CDC's Institutional Review Boards

CDC’s IRBs have members from a variety of disciplines and interests, including health fields, social sciences, methodology, laboratory sciences, toxicology, and non-scientists from fields such as ethics, education, and youth advocacy. Most IRBs have members with specialized knowledge of the interests of pregnant women, children, and prisoners. Each IRB has from one to three members who are not affiliated with CDC.

CDC has seven IRBs:

  • Four IRBs—IRBs A, B, C, and G—meet monthly in the Atlanta area, generally on the first, second, third, and fourth Thursdays of each month, respectively. Each of these IRBs has about 15 regular members. All of these IRBs review protocols from all Atlanta-based national centers and offices. None of these IRBs is dedicated to a particular CDC unit.
  • A fifth Atlanta-based IRB (IRB S) meets as needed for response and preparedness activities.
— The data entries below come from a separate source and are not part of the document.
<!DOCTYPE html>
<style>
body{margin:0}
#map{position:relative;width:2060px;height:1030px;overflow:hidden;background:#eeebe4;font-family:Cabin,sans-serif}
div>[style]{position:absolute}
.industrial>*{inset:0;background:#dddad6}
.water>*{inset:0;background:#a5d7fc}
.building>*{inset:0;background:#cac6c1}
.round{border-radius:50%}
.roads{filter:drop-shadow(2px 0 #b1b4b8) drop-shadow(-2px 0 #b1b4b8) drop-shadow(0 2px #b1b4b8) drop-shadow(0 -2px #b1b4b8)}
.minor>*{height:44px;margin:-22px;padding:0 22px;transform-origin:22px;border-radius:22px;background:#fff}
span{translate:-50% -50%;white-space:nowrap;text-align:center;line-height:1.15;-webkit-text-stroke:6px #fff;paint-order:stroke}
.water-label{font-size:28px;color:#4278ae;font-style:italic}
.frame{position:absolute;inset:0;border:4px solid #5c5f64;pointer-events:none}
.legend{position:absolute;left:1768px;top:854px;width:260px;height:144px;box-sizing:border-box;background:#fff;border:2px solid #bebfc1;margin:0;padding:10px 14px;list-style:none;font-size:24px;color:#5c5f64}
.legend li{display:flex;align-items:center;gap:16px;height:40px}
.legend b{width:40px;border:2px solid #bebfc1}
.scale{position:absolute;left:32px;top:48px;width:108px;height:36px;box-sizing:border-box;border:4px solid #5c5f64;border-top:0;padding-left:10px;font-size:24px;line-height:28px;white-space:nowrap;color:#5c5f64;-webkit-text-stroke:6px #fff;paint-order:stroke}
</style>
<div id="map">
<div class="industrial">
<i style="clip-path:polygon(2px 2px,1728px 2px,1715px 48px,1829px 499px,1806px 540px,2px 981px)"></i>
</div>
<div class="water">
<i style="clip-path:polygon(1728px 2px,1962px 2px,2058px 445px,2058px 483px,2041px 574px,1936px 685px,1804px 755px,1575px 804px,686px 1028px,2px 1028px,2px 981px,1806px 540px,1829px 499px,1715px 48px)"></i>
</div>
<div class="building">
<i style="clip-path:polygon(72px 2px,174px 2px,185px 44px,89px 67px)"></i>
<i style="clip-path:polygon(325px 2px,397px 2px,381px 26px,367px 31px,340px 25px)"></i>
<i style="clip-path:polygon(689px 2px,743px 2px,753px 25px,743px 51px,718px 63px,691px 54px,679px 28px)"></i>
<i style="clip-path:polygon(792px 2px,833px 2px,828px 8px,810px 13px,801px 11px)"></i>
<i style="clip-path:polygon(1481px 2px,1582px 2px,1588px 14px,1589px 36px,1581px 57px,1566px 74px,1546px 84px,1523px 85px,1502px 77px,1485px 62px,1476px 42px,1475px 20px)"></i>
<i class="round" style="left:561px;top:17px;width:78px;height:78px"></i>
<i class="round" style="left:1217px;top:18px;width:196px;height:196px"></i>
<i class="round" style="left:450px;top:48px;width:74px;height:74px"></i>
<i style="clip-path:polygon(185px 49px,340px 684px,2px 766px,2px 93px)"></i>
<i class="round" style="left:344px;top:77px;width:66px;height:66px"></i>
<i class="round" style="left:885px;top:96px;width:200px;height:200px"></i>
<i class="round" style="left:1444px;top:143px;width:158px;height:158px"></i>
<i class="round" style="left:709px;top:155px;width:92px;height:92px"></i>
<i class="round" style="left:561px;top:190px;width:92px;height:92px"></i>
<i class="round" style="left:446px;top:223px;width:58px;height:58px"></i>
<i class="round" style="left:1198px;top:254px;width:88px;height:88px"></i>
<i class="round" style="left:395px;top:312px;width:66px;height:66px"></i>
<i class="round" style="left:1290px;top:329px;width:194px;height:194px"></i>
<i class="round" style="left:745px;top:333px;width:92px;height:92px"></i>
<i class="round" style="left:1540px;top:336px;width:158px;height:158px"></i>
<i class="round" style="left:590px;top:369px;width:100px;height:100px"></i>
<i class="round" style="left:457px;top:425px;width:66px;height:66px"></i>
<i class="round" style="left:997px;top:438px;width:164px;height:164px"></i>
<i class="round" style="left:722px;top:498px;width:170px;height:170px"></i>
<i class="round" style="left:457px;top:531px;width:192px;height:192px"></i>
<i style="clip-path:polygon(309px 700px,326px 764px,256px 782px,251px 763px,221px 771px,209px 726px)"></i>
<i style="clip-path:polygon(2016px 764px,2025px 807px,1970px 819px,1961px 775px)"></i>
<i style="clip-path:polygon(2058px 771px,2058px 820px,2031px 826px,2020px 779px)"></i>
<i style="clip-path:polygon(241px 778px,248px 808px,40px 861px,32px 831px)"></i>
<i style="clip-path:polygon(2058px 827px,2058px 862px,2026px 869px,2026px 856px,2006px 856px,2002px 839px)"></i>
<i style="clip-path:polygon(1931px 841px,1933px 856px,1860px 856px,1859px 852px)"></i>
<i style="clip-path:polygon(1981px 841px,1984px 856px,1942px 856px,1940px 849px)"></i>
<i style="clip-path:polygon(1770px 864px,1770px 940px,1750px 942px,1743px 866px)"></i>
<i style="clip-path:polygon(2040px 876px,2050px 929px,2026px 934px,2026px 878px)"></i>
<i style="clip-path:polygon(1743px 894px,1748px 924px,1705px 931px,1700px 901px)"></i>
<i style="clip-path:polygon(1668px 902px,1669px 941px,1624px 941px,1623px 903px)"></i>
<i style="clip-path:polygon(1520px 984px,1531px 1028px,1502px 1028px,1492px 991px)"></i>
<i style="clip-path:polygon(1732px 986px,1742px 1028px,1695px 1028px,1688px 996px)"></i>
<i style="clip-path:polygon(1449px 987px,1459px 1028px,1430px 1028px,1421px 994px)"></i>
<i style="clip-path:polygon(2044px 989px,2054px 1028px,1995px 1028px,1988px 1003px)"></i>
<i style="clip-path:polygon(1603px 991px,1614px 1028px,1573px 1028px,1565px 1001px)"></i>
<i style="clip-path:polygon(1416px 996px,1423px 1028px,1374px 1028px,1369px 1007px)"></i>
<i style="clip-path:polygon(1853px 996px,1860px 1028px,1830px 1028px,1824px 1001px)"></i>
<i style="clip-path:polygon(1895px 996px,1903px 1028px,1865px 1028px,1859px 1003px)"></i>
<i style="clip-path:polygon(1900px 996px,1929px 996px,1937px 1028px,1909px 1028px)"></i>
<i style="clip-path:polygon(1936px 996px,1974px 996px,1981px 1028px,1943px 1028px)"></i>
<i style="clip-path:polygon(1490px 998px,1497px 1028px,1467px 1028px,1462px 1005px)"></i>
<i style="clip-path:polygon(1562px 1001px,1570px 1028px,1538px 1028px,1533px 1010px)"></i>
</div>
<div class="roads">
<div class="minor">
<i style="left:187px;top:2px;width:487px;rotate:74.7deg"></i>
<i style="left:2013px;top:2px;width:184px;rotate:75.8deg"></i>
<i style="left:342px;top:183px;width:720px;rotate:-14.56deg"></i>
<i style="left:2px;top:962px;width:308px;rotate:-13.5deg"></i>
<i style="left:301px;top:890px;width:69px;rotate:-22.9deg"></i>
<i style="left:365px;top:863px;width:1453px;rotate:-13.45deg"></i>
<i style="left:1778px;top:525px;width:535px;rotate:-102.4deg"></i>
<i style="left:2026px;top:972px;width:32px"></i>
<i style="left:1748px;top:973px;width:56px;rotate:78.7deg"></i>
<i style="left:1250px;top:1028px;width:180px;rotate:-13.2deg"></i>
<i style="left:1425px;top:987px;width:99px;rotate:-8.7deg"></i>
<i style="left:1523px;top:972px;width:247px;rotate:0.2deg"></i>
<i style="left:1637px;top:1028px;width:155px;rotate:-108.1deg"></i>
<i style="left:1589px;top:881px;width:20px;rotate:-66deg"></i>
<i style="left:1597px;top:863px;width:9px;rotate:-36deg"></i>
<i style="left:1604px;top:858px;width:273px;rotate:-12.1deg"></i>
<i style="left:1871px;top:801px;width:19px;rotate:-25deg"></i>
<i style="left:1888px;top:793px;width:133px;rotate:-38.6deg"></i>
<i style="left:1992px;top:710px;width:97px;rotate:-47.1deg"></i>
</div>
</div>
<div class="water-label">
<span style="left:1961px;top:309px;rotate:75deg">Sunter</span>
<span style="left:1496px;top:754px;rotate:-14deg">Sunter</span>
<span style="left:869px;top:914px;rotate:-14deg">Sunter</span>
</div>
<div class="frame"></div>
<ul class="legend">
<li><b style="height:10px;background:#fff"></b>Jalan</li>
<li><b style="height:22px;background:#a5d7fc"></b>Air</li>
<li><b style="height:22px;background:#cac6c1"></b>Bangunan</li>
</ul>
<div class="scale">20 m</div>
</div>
These activities often involve products not currently licensed by the FDA. IRB S has about 6 members.
  • The Research Ethics Review Board serves the National Center for Health Statistics, located in Hyattsville, MD. This board meets on the third Wednesday of each month and as needed for emergency situations.
  • The Human Subjects Review Board serves the National Institute for Occupational Safety and Health, located in Cincinnati, OH. This board meets on the second Tuesday of each month.

IRB members serve for two years, but may serve longer at the discretion of the CDC Human Research Protection Office, the IRB chair, and the member. Service on an IRB is considered vital to the continuing research efforts of the agency and volunteers are always welcome.

The IRB chairs and vice-chairs collectively form the IRE Executive Committee. This committee meets monthly to discuss matters of common interest to the IRBs, to refine policy and practice, and to strive for reasonable consistency across the IRBs.